In fact, I’ve come to believe it will always happen until a person learns how to outsmart themselves.
You can’t stop thinking about pink elephants by telling yourself not to think about pink elephants. And you can’t stop complicating your writing or your golf swing by trying to. That makes positive change completely impossible.
The secret to overcoming unnecessary complexification is a simple mental trick of distraction. Think about something else.
Something more important: like readers. The solution isn’t forcing yourself to change, or pushing or demanding or disciplining. All of those typically only make it worse. The only way to overcome your writing problem is to stop thinking about it and to focus on your higher purpose. Your deeper motivation.

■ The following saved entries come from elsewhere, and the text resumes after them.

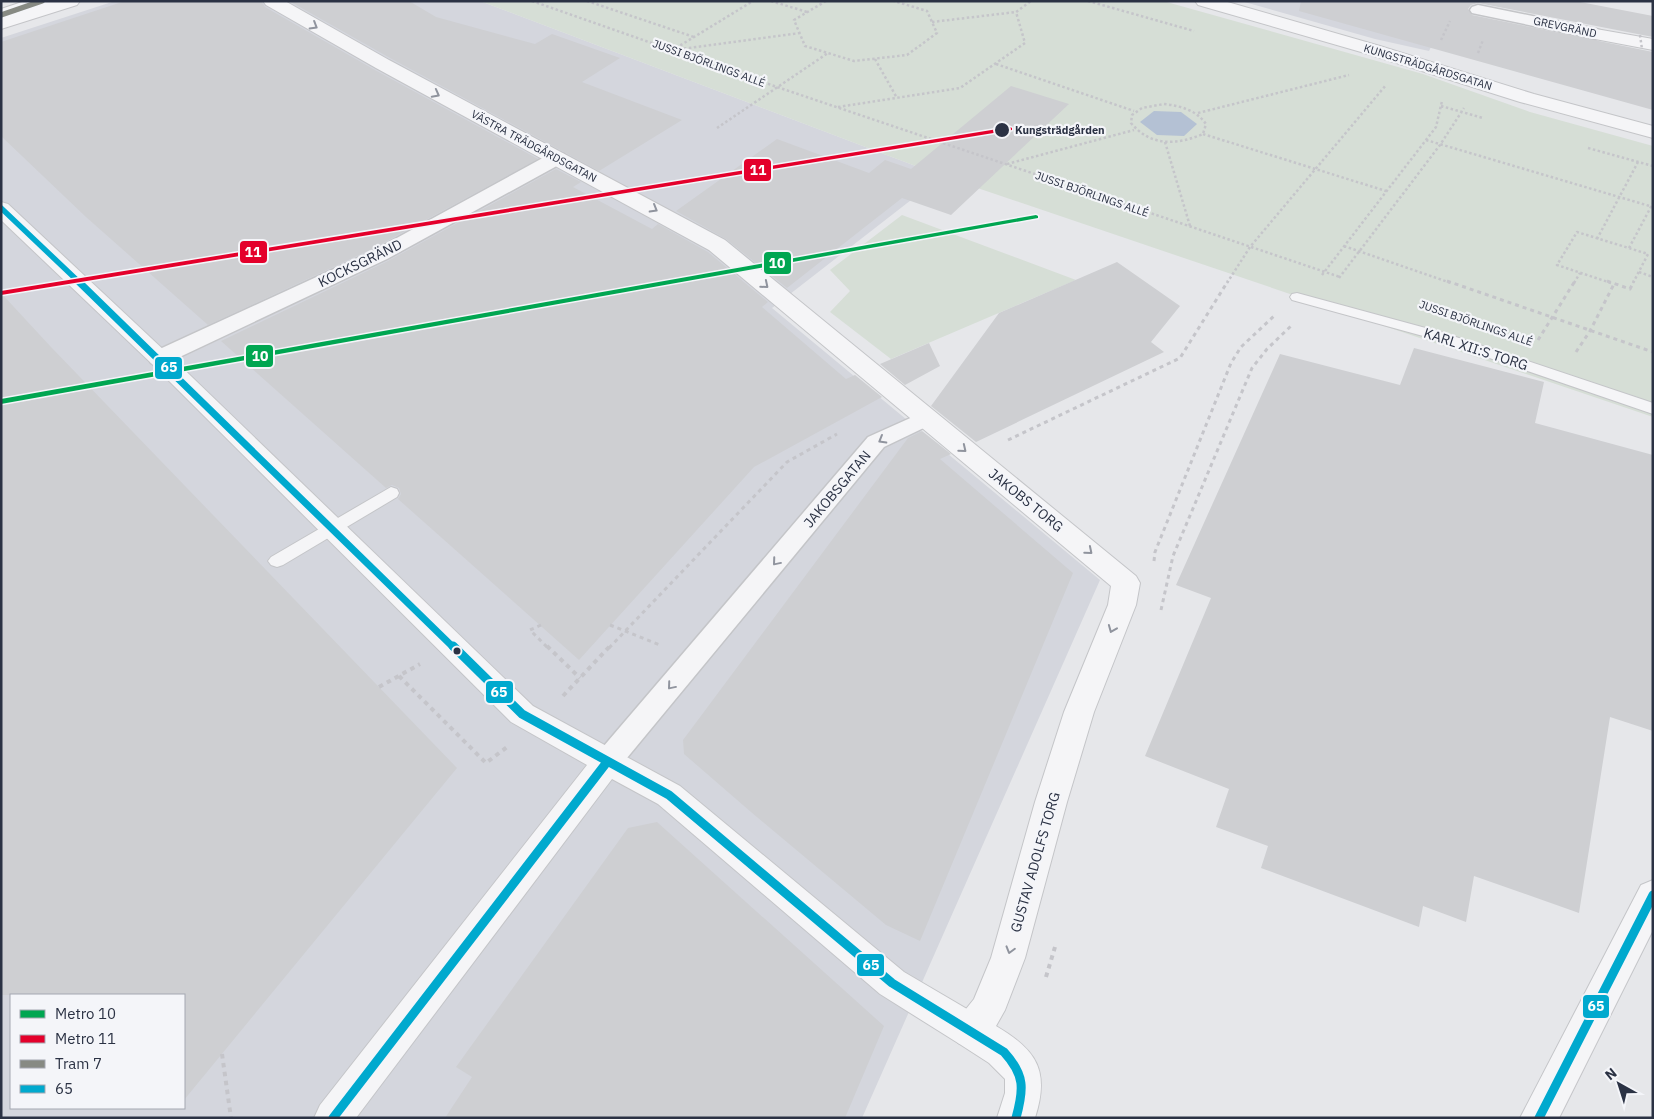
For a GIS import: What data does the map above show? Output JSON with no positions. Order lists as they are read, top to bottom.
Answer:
{
  "streets": {
    "street": [
      "GREVGRÄND",
      "KUNGSTRÄDGÅRDSGATAN",
      "VÄSTRA TRÄDGÅRDSGATAN",
      "KOCKSGRÄND",
      "JAKOBSGATAN",
      "JAKOBS TORG",
      "GUSTAV ADOLFS TORG"
    ],
    "lane": ["KARL XII:S TORG"],
    "path": ["JUSSI BJÖRLINGS ALLÉ"]
  },
  "crossings": [
    ["VÄSTRA TRÄDGÅRDSGATAN", "KOCKSGRÄND"],
    ["VÄSTRA TRÄDGÅRDSGATAN", "JAKOBSGATAN"],
    ["VÄSTRA TRÄDGÅRDSGATAN", "JAKOBS TORG"],
    ["JAKOBSGATAN", "JAKOBS TORG"],
    ["JAKOBS TORG", "GUSTAV ADOLFS TORG"]
  ],
  "one_way": [
    "VÄSTRA TRÄDGÅRDSGATAN",
    "JAKOBSGATAN",
    "JAKOBS TORG",
    "GUSTAV ADOLFS TORG"
  ],
  "places": ["Kungsträdgården"],
  "lines": [
    "tram line 7",
    "metro line 11",
    "transit line 65",
    "metro line 10"
  ],
  "legend": [
    "Metro 10",
    "Metro 11",
    "Tram 7",
    "65"
  ],
  "north": "top left"
}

I focus on the higher purpose and weekly motivation almost exclusively on this blog, and I don’t talk much about writing tools and tips because while they often sound good, unless you’re at that exact spot in your writing process, trying to apply some tip won’t work. Tools and tips are fine and good. But they don’t solve the reasons you get stuck. They tend to confuse and frustrate the process as much as they help.
What we often need is the opposite tactic. Not a new idea or practice, but to let go of all we think we know. By God’s grace, he’s put in us the perfect refocusing tool: it’s called prayer. Or some call it meditation. It’s simply relaxing and bringing your mind back to center, back to God, back to love and ultimate comfort. That’s where you remember your higher purpose.
When you think too much, you get anxious, you try too hard. When you let go of all you think you need to do, your breathing slows and your muscles release. And whether you’re swinging a club or writing a sentence, you just let it happen. All you know so far about how to do it can come out naturally. And that’s the only way to enjoy yourself.
Sometimes, even trying to enjoy the process can become a self-defeating goal if you’re someone who tries too hard at everything (which, ahem, in my experience, writers are). When we’re having trouble writing or doing anything complex and difficult, we need to continually return to non-active mode.
Stop trying and forcing the process. Slow down, relax, and refocus your mind on just saying what you have to say.
Don’t forget that when you’re not enjoying yourself, that’s a red flag. You can’t try harder to get the joy back. Stop pushing. Writing instructors have done damage with this “rule” about writing even when you don’t want to. That’s not helpful. Regular practice is important, but you don’t get people to do it by guilting them into it. You know what it’s going to sound like if you don’t want to write? That’s right. Bad.
Back off. Be patient. Get away and remember why you started. Pray and calm yourself.
Then when you’re settled, come back and just write what you want, if you want. I promise the writing you do when you aren’t pushing it will be some of the best work you ever do.
It can be easier. But you have to want to do it. Don’t lose that self-respect. Don’t forget your real motivation.
“Writing is far too hard work to say what someone else wants me to. Serving it as a craft, using it as a way of growing in my own understanding, seems to me to be a beautiful way to live. And if that product is shareable with other people, so much the better.”